Peripheral neuritis develops anywhere from 10 days to 3 months after the onset of pharyngeal disease. It manifests initially as a motor defect of the proximal muscle groups in the extremities extending distally. Various degrees of dysfunction exist, ranging from diminished DTRs to paralysis. 
Other systems involvement: Diphtheria is occasionally seen in the female genital tract, conjunctivae, or ear.
Invasive disease may manifest in multiple organ system disease, though this is rare. [1, 3]
Cutaneous diphtheria begins as a painful lesion resembling an erythematous pustule, which breaks down to form an ulcer covered with a gray membrane. [4, 16]
The following factors may predispose to diphtheria infection:
Incomplete or absent immunization, which is especially important in the adult population, and as well the pediatric population in underdeveloped countries, may predispose to infection. In some cases, immunity does not prevent infection but lessens the severity of the disease. 
Antitoxin titers decrease over time and immunity wanes, thus older people who have not received booster vaccination are more susceptible to contract the disease from carriers.

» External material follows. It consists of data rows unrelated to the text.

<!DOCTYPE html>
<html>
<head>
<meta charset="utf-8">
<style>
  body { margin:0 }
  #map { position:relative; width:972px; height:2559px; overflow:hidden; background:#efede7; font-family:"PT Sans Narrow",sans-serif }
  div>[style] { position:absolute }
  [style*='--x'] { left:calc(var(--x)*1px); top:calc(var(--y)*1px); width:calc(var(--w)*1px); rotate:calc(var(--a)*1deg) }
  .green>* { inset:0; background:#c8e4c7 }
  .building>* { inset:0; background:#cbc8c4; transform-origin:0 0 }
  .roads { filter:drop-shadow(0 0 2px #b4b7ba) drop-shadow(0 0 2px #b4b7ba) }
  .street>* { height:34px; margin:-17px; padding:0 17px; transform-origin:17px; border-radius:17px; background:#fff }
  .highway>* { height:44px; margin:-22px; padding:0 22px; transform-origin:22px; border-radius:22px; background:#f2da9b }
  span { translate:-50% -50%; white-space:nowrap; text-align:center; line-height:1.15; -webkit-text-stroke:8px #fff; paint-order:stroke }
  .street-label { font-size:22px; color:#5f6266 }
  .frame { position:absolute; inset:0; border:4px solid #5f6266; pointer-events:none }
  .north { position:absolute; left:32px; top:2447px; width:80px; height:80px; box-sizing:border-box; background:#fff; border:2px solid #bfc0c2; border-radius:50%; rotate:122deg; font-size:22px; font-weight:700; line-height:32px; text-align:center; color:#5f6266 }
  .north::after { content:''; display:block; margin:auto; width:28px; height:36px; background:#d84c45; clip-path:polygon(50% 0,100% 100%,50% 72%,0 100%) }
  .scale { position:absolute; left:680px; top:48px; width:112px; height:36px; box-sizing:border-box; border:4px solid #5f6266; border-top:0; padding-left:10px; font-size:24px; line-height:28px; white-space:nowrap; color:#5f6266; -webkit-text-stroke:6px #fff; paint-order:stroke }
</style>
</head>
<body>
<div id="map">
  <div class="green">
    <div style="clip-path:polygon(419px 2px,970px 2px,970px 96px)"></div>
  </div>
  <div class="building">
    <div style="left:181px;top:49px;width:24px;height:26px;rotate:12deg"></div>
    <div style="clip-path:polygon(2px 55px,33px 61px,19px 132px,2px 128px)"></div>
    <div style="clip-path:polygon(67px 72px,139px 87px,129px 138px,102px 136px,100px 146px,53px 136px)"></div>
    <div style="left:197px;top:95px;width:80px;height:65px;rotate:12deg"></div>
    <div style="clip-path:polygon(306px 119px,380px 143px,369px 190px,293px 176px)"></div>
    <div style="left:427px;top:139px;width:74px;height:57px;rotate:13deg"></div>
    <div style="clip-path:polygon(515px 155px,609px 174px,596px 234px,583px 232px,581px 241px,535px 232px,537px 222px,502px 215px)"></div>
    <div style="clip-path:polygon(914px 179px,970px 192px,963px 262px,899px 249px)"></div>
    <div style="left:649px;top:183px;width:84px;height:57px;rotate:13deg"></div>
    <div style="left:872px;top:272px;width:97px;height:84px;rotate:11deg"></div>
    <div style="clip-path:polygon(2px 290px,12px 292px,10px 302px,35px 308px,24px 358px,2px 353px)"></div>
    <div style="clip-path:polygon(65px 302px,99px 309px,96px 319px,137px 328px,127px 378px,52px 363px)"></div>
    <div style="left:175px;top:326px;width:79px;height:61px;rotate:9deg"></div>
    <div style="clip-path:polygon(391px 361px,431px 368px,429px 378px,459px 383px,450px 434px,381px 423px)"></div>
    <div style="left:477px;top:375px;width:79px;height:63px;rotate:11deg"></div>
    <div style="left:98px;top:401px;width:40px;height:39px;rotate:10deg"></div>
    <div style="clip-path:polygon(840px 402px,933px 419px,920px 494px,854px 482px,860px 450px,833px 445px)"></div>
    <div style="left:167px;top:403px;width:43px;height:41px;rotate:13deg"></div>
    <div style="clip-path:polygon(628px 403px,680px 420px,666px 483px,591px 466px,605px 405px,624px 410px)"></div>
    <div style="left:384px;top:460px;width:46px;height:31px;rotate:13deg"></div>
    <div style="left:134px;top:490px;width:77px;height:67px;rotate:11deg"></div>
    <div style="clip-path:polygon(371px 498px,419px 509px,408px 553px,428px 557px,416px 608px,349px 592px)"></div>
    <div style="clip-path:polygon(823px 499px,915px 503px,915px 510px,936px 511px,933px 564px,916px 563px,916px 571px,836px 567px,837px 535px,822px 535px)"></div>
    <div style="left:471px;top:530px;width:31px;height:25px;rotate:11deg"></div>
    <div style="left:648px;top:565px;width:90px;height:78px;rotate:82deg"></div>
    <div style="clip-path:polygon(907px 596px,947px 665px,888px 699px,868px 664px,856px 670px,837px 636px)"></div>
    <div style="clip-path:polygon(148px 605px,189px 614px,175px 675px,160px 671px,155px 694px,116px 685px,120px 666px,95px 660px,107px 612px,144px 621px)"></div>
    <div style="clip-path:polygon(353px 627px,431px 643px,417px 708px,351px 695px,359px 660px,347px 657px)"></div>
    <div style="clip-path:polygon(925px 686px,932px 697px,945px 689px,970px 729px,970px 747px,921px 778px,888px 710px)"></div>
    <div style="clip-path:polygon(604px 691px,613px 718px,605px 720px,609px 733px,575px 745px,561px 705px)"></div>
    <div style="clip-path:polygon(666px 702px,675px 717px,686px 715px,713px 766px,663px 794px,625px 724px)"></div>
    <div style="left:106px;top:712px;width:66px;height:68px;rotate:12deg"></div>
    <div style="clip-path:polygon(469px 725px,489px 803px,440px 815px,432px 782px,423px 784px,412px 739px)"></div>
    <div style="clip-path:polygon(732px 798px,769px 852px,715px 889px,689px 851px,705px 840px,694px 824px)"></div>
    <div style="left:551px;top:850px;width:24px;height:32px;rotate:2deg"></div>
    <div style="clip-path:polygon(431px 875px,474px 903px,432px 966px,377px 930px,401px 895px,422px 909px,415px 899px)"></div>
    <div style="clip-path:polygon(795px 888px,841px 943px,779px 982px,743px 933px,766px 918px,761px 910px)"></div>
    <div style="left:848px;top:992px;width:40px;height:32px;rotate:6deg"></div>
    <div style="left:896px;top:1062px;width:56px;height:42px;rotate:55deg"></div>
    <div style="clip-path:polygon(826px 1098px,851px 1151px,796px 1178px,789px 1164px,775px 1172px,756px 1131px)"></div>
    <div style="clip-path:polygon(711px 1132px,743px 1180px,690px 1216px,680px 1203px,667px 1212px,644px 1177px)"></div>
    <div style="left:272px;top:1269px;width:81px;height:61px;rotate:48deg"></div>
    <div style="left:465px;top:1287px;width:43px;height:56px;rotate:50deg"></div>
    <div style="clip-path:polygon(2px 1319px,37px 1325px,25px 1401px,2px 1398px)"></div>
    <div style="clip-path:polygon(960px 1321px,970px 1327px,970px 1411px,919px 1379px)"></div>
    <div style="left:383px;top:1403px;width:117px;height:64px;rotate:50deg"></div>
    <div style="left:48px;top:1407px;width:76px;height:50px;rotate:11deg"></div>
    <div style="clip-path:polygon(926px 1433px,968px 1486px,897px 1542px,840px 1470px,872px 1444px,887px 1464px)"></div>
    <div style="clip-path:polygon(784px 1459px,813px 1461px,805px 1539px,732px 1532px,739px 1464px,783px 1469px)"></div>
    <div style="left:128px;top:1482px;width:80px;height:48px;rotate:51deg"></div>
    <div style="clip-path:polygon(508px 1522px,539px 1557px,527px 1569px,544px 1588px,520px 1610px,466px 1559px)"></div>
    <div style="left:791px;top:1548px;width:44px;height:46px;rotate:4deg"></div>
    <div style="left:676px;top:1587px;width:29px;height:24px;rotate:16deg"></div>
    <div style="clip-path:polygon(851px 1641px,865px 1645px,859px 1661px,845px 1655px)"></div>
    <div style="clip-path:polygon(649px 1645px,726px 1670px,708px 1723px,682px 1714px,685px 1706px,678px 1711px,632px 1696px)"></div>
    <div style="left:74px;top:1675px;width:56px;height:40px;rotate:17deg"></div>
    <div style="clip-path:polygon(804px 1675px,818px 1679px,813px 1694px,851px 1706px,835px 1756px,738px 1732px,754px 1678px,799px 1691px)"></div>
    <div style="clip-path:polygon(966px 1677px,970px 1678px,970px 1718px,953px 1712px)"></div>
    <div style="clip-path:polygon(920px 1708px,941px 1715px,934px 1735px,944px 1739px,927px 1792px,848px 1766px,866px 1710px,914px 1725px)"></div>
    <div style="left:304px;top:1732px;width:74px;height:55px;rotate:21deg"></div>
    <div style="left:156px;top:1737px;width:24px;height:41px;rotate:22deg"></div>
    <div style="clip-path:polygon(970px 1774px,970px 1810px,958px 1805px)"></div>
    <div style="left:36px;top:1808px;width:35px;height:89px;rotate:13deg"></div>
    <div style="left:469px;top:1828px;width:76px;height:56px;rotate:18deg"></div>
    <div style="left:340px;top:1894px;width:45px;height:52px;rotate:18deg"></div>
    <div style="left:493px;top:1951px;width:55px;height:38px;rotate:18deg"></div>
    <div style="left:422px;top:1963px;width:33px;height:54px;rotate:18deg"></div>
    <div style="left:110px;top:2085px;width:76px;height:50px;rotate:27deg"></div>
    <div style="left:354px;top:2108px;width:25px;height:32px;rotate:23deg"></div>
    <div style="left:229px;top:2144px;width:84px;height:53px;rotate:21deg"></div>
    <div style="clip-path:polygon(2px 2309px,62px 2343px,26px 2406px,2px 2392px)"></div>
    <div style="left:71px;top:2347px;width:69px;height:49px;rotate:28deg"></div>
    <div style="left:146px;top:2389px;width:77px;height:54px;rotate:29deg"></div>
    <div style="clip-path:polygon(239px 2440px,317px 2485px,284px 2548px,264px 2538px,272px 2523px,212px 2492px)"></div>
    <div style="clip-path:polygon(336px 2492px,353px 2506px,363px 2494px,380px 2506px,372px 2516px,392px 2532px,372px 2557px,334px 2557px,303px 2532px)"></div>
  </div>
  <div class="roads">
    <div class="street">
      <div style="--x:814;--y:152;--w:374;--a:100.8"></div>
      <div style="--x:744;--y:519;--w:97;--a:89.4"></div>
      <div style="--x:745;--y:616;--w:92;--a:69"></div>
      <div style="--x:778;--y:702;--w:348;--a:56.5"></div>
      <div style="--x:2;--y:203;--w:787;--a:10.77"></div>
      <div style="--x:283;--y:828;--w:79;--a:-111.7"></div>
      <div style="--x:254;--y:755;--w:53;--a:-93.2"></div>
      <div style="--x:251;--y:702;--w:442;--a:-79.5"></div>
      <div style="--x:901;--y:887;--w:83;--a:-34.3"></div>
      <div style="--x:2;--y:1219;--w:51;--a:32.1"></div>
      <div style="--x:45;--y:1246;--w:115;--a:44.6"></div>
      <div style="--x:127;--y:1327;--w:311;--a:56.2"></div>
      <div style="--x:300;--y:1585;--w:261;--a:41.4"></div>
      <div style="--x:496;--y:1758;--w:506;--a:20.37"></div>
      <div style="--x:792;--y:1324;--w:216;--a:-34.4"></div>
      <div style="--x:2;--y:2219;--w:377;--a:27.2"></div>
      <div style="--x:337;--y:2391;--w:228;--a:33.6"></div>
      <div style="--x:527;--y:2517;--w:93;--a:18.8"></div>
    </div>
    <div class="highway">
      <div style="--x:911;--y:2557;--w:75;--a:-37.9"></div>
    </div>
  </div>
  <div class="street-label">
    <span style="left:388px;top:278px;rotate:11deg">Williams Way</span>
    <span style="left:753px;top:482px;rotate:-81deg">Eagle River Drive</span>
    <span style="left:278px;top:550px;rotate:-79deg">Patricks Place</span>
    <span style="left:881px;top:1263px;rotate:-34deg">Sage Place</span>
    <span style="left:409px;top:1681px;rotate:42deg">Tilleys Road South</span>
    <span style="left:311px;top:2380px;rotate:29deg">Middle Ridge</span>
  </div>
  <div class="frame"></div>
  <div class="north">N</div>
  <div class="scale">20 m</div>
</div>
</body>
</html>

Studies suggest if titer level is greater than 0.1 UI/mL, then an individual is characterized as immune from infection.
Low herd immunity, possibly leading to increasing prevalence of diphtheria infections
Travel to endemic areas or regions with current epidemics
Immunocompromised states - Due to pharmacologic immune suppression, disease states including HIV, or relative compromise such as from diabetes or alcoholism
Low socioeconomic status
Large-scale population movements - Implicated in the spread of the epidemic in the Newly Independent States of the former Soviet Union 
Poor healthcare care system infrastructure
Overcrowding - Military barracks, homeless shelters, jails
Domestic animals such as cats may act as reservoir for human infection.